Some parishes, many in the metropolitan area of London, were able to avoid amalgamation into unions because of earlier local acts that regulated their poor law administration. The Metropolitan Poor Act 1867 (30 & 31 Vict. c. 6) allowed the Poor Law Board to include these parishes in unions.[5]
Until 1894 the guardians consisted of justices of the peace along with other members elected by rate-payers, with higher rate-payers having more votes. JPs were removed and plural voting stopped in 1894, but nobody actually receiving poor relief was allowed to vote.
Their areas were espoused for other functional districts, such as civil registration of all births, marriages and deaths which became law from 1837 and rural sanitary districts established in 1875.[6]

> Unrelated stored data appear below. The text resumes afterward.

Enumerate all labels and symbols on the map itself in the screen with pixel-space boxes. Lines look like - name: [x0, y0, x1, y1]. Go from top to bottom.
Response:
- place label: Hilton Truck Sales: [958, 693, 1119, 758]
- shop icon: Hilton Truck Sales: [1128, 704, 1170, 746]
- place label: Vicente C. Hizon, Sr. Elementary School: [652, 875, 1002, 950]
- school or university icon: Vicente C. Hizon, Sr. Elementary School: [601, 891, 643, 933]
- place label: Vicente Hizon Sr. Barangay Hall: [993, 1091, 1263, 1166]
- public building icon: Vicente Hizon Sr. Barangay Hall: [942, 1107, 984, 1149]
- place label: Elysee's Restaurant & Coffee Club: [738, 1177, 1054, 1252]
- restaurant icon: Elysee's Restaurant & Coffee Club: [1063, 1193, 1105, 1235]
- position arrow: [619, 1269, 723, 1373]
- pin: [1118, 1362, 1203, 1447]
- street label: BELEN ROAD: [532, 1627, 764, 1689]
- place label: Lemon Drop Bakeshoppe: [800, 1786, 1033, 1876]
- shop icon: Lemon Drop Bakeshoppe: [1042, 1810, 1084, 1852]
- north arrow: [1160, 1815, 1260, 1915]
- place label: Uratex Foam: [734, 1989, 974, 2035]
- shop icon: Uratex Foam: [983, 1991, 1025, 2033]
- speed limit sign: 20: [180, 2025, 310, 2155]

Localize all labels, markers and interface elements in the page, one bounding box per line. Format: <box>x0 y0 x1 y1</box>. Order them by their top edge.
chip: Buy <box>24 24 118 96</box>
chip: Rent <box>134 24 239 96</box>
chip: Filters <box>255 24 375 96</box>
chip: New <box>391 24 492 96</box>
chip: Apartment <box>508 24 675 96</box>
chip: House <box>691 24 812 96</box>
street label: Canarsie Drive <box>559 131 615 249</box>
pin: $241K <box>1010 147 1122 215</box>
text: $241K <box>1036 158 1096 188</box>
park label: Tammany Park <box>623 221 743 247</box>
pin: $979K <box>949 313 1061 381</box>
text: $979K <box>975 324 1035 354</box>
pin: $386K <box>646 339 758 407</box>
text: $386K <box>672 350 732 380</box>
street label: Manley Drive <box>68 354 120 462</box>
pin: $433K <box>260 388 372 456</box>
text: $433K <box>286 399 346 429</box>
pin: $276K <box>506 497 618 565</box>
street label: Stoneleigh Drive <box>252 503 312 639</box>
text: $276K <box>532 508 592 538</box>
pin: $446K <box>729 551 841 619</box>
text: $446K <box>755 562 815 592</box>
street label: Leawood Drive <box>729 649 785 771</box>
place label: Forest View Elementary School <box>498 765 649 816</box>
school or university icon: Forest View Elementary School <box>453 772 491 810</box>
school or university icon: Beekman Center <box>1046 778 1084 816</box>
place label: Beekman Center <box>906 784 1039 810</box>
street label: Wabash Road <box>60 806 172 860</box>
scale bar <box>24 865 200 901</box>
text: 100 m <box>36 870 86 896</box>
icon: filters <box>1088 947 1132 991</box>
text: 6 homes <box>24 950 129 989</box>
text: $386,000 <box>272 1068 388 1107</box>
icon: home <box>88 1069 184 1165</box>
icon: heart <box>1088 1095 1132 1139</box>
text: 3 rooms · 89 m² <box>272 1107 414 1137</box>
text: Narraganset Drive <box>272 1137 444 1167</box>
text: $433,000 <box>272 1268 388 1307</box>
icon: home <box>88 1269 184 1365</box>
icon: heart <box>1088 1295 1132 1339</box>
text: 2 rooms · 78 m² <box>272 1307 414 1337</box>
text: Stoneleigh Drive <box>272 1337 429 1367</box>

Under the Poor Relief (Ireland) Act 1838, three Poor Law Commissioners divided Ireland into poor law unions, in which paupers would receive poor relief paid for by a poor rate extracted by local poor law valuations (ratings of rate payers).[7][8] The name "union" was adopted from the English model although boundaries were unrelated to civil parishes. A union was named after the town on which it was centred, usually where its workhouse stood. Unions were defined as groups of poor law electoral divisions, in turn groups of townlands. Electoral divisions returned members (guardians) to the board of guardians, to which ratepayers who paid higher rates had more votes.[9][10] During and after the Great Famine, the impoverished west was redrawn to create more unions for easier administration and for computation of where suffering was most endemic. When the Irish General Register Office was established in 1864, each union became a superintendent registrar's district, thus electoral divisions together formed a dispensary or registrar's district.[11][12] The Local Government (Ireland) Act 1898 divided administrative counties into urban and rural districts, with each rural district corresponding to the non-urban portion of a poor law union within the county. In the Irish Free State, poor law unions and rural districts were abolished in 1925 and the powers of boards of guardians transferred to the county councils' Board of Health.[13] In Northern Ireland, poor law unions survived until the Northern Ireland Health and Social Care Service in 1948.[11]
Scotland
The Poor Law in Scotland was reformed by the Poor Law (Scotland) Act 1845. Poorhouses (as workhouses were generally known in Scotland) were organised at parish level.[14] The Act permitted, but did not require, parishes to join to build and operate poorhouses. A union of parishes operating a single poorhouse was known as a Combination.[15]